==== RECORDS TO PROCESS ====

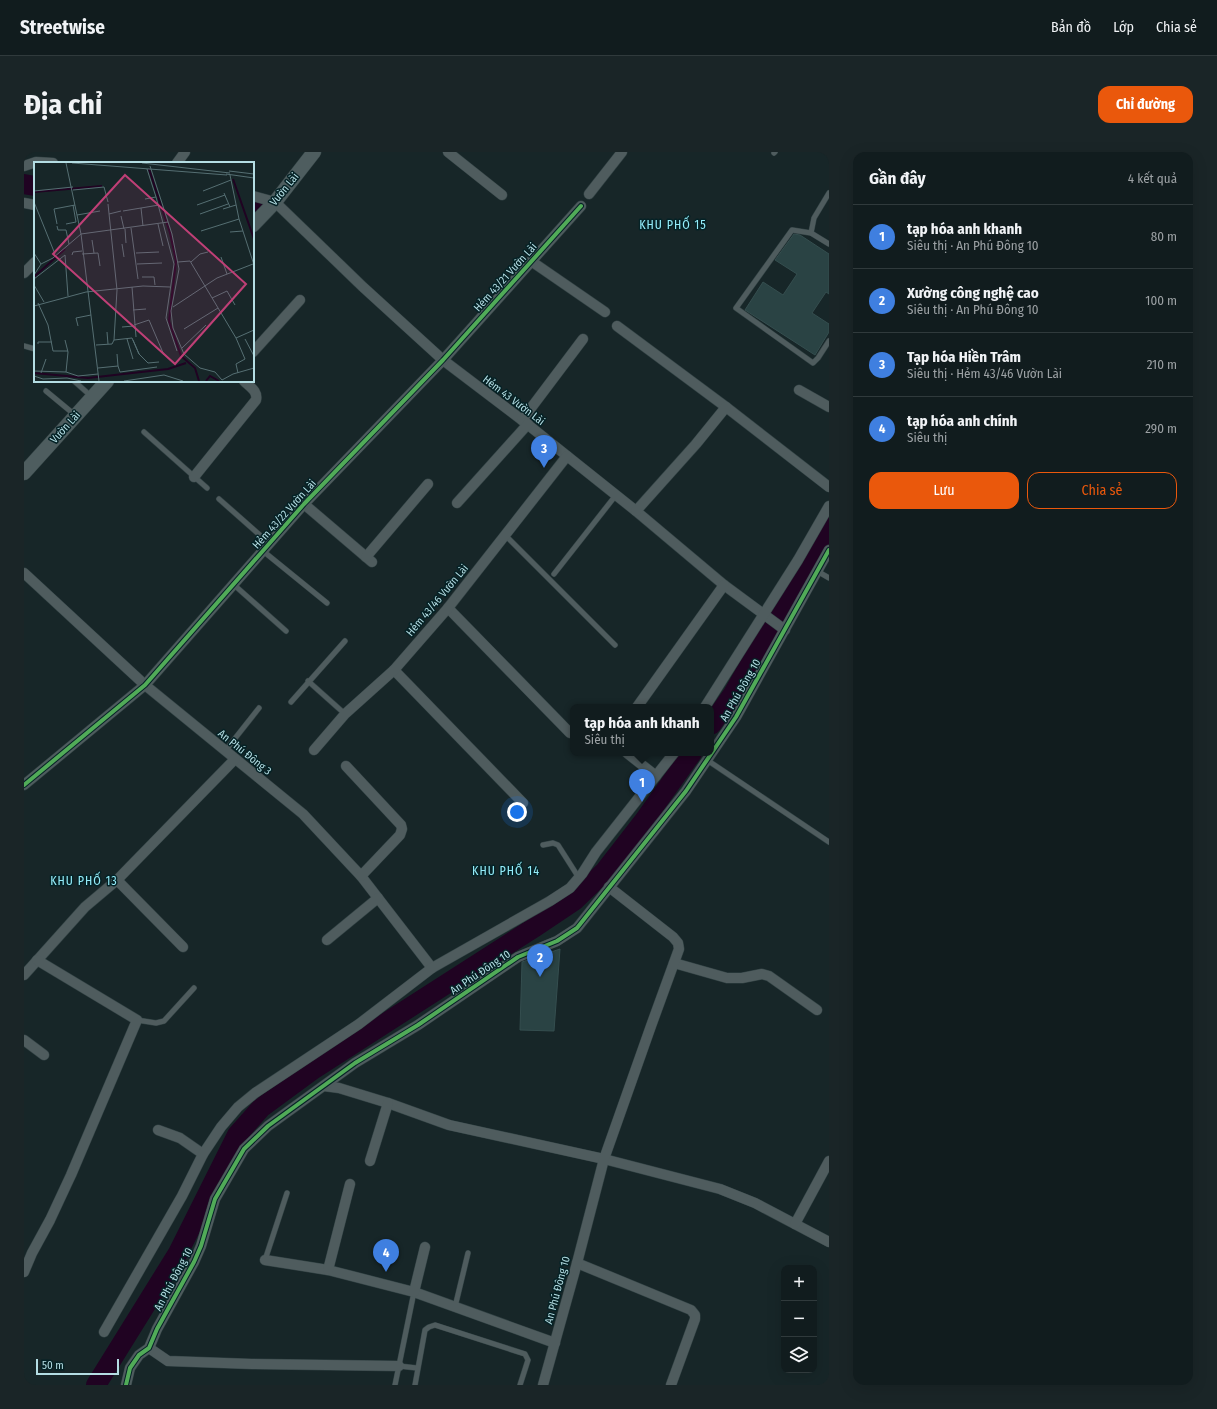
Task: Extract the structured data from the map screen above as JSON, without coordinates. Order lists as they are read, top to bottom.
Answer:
{
  "streets": {
    "main road": ["Vườn Lài"],
    "street": [
      "Hẻm 43/21 Vườn Lài",
      "Hẻm 43 Vườn Lài",
      "Hẻm 43/22 Vườn Lài",
      "Hẻm 43/46 Vườn Lài",
      "An Phú Đông 10",
      "An Phú Đông 3"
    ]
  },
  "crossings": [
    ["Vườn Lài", "Hẻm 43 Vườn Lài"],
    ["Hẻm 43/21 Vườn Lài", "Hẻm 43 Vườn Lài"],
    ["Hẻm 43/21 Vườn Lài", "Hẻm 43/22 Vườn Lài"],
    ["Hẻm 43 Vườn Lài", "Hẻm 43/22 Vườn Lài"],
    ["Hẻm 43 Vườn Lài", "Hẻm 43/46 Vườn Lài"],
    ["Hẻm 43 Vườn Lài", "An Phú Đông 10"],
    ["Hẻm 43/22 Vườn Lài", "An Phú Đông 3"]
  ],
  "districts": ["KHU PHỐ 15", "KHU PHỐ 14", "KHU PHỐ 13"],
  "scale_bar": "50 m",
  "page": {
    "header": "Streetwise",
    "nav": ["Bản đồ", "Lớp", "Chia sẻ"],
    "buttons": [
      "Chỉ đường",
      ["Lưu", "Chia sẻ"]
    ],
    "title": "Địa chỉ",
    "heading": ["Gần đây", "4 kết quả"],
    "list": [
      {
        "mark": "1",
        "name": "tạp hóa anh khanh",
        "note": "Siêu thị · An Phú Đông 10",
        "value": "80 m"
      },
      {
        "mark": "2",
        "name": "Xường công nghệ cao",
        "note": "Siêu thị · An Phú Đông 10",
        "value": "100 m"
      },
      {
        "mark": "3",
        "name": "Tạp hóa Hiền Trâm",
        "note": "Siêu thị · Hẻm 43/46 Vườn Lài",
        "value": "210 m"
      },
      {
        "mark": "4",
        "name": "tạp hóa anh chính",
        "note": "Siêu thị",
        "value": "290 m"
      }
    ],
    "pins": [
      "3",
      "1",
      "2",
      "4"
    ],
    "popup": ["tạp hóa anh khanh", "Siêu thị"],
    "map_buttons": ["+", "−"],
    "scale": "50 m"
  }
}
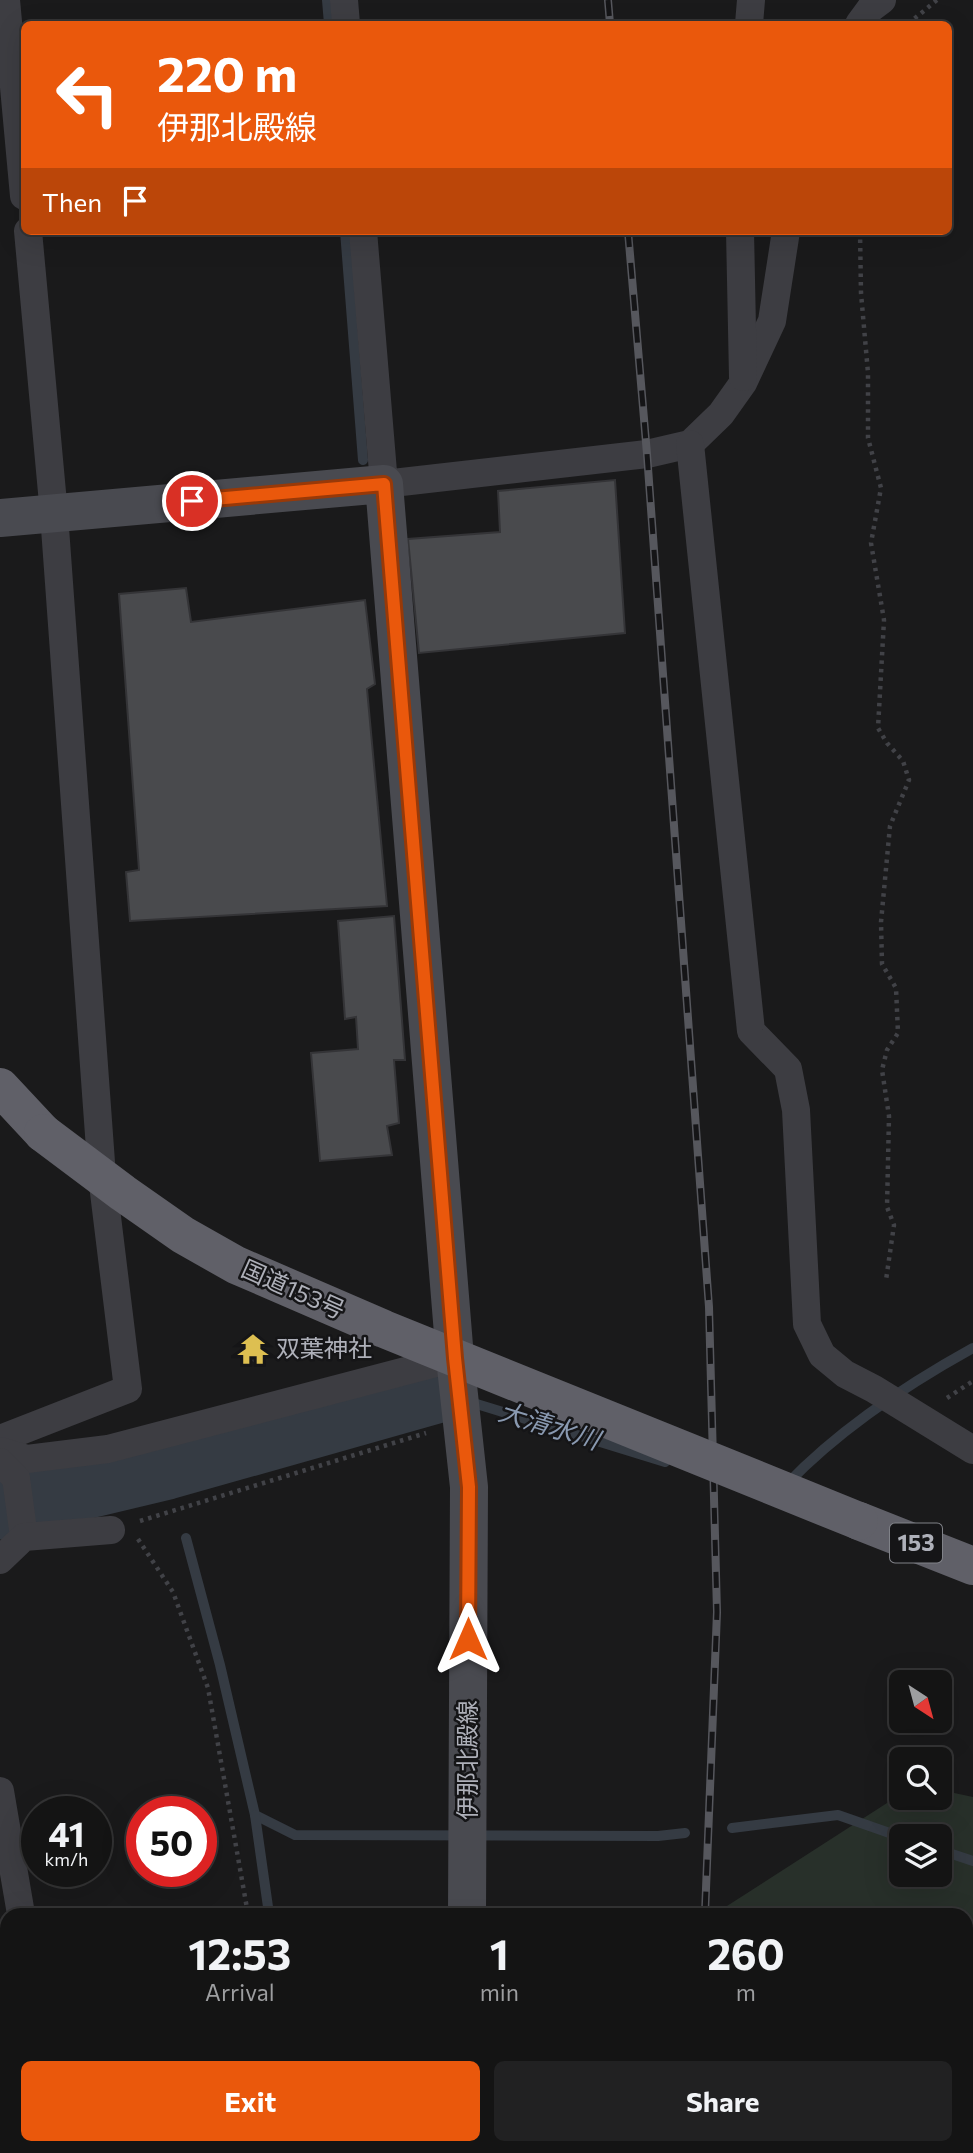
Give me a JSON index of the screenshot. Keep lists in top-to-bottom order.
{
  "streets": {
    "highway": ["国道153号", "153"],
    "main road": ["伊那北殿線"]
  },
  "water": ["大清水川"],
  "places": {
    "temple": ["双葉神社"]
  },
  "north": "bottom right",
  "page": {
    "turn": ["220 m", "伊那北殿線"],
    "then": "Then",
    "speed": "41 km/h",
    "limit": "50",
    "eta": [
      "12:53",
      "Arrival",
      "1",
      "min",
      "260",
      "m"
    ],
    "buttons": ["Exit", "Share"]
  }
}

====

## TASK GOAL:
Although the entries contain pictures, reproduce only the rest, exactly as written.

## ANSWER BOX:
Task: Extract the structured data from the map screen above as JSON, without coordinates. Order lists as they are read, top to bottom.
Answer:
{
  "streets": {
    "main road": ["Vườn Lài"],
    "street": [
      "Hẻm 43/21 Vườn Lài",
      "Hẻm 43 Vườn Lài",
      "Hẻm 43/22 Vườn Lài",
      "Hẻm 43/46 Vườn Lài",
      "An Phú Đông 10",
      "An Phú Đông 3"
    ]
  },
  "crossings": [
    ["Vườn Lài", "Hẻm 43 Vườn Lài"],
    ["Hẻm 43/21 Vườn Lài", "Hẻm 43 Vườn Lài"],
    ["Hẻm 43/21 Vườn Lài", "Hẻm 43/22 Vườn Lài"],
    ["Hẻm 43 Vườn Lài", "Hẻm 43/22 Vườn Lài"],
    ["Hẻm 43 Vườn Lài", "Hẻm 43/46 Vườn Lài"],
    ["Hẻm 43 Vườn Lài", "An Phú Đông 10"],
    ["Hẻm 43/22 Vườn Lài", "An Phú Đông 3"]
  ],
  "districts": ["KHU PHỐ 15", "KHU PHỐ 14", "KHU PHỐ 13"],
  "scale_bar": "50 m",
  "page": {
    "header": "Streetwise",
    "nav": ["Bản đồ", "Lớp", "Chia sẻ"],
    "buttons": [
      "Chỉ đường",
      ["Lưu", "Chia sẻ"]
    ],
    "title": "Địa chỉ",
    "heading": ["Gần đây", "4 kết quả"],
    "list": [
      {
        "mark": "1",
        "name": "tạp hóa anh khanh",
        "note": "Siêu thị · An Phú Đông 10",
        "value": "80 m"
      },
      {
        "mark": "2",
        "name": "Xường công nghệ cao",
        "note": "Siêu thị · An Phú Đông 10",
        "value": "100 m"
      },
      {
        "mark": "3",
        "name": "Tạp hóa Hiền Trâm",
        "note": "Siêu thị · Hẻm 43/46 Vườn Lài",
        "value": "210 m"
      },
      {
        "mark": "4",
        "name": "tạp hóa anh chính",
        "note": "Siêu thị",
        "value": "290 m"
      }
    ],
    "pins": [
      "3",
      "1",
      "2",
      "4"
    ],
    "popup": ["tạp hóa anh khanh", "Siêu thị"],
    "map_buttons": ["+", "−"],
    "scale": "50 m"
  }
}
Give me a JSON index of the screenshot. Keep lists in top-to-bottom order.
{
  "streets": {
    "highway": ["国道153号", "153"],
    "main road": ["伊那北殿線"]
  },
  "water": ["大清水川"],
  "places": {
    "temple": ["双葉神社"]
  },
  "north": "bottom right",
  "page": {
    "turn": ["220 m", "伊那北殿線"],
    "then": "Then",
    "speed": "41 km/h",
    "limit": "50",
    "eta": [
      "12:53",
      "Arrival",
      "1",
      "min",
      "260",
      "m"
    ],
    "buttons": ["Exit", "Share"]
  }
}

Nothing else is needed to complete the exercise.